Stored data
BEGIN

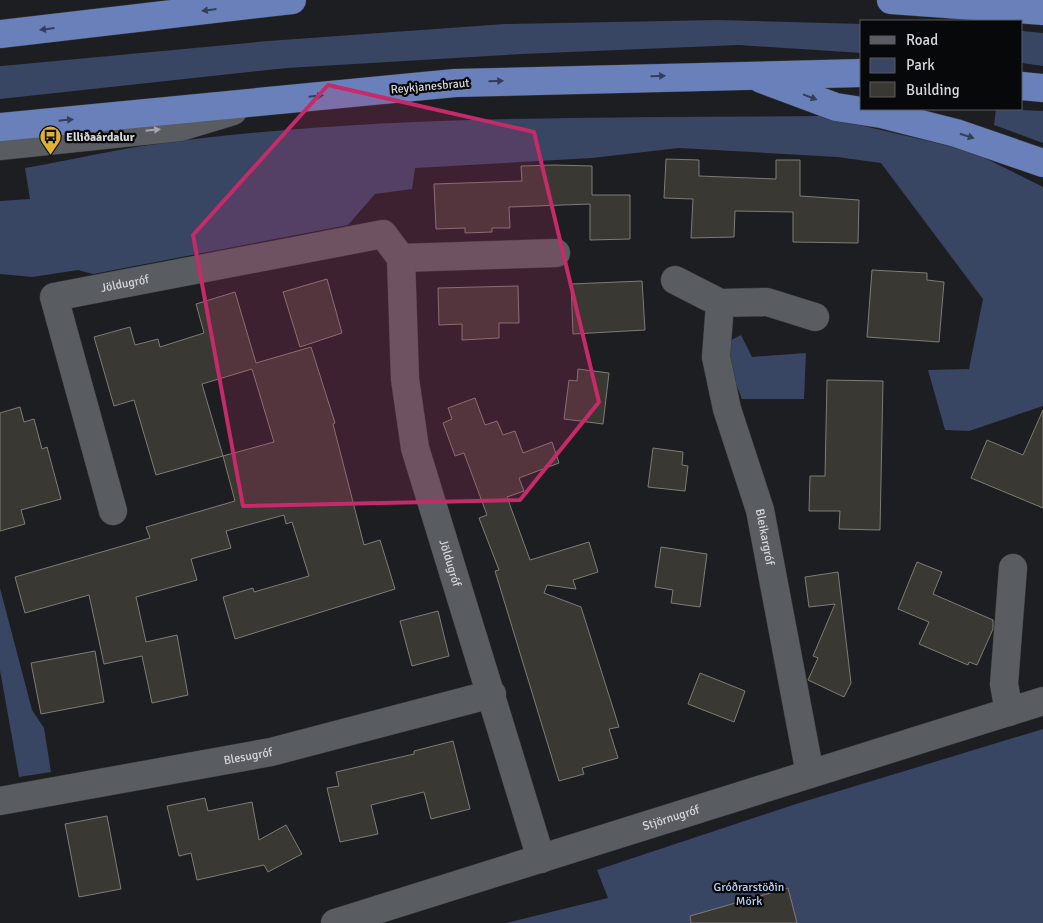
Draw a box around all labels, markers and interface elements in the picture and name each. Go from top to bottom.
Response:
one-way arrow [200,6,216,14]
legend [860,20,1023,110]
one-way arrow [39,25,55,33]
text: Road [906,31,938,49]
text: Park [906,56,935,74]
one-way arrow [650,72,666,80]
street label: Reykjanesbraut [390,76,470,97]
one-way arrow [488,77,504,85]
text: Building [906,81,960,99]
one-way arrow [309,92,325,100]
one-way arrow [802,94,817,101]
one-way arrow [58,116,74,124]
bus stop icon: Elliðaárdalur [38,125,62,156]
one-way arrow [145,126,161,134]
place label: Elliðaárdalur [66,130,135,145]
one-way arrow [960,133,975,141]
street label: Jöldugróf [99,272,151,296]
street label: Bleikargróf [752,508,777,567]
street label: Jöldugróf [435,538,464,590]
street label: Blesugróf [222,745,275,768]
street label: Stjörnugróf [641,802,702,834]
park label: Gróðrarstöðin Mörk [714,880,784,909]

END

Would you copy out every line of the data above exactly, minus the pictures?

Draw a box around all labels, markers and interface elements in the picture and name each. Go from top to bottom.
Response:
one-way arrow [200,6,216,14]
legend [860,20,1023,110]
one-way arrow [39,25,55,33]
text: Road [906,31,938,49]
text: Park [906,56,935,74]
one-way arrow [650,72,666,80]
street label: Reykjanesbraut [390,76,470,97]
one-way arrow [488,77,504,85]
text: Building [906,81,960,99]
one-way arrow [309,92,325,100]
one-way arrow [802,94,817,101]
one-way arrow [58,116,74,124]
bus stop icon: Elliðaárdalur [38,125,62,156]
one-way arrow [145,126,161,134]
place label: Elliðaárdalur [66,130,135,145]
one-way arrow [960,133,975,141]
street label: Jöldugróf [99,272,151,296]
street label: Bleikargróf [752,508,777,567]
street label: Jöldugróf [435,538,464,590]
street label: Blesugróf [222,745,275,768]
street label: Stjörnugróf [641,802,702,834]
park label: Gróðrarstöðin Mörk [714,880,784,909]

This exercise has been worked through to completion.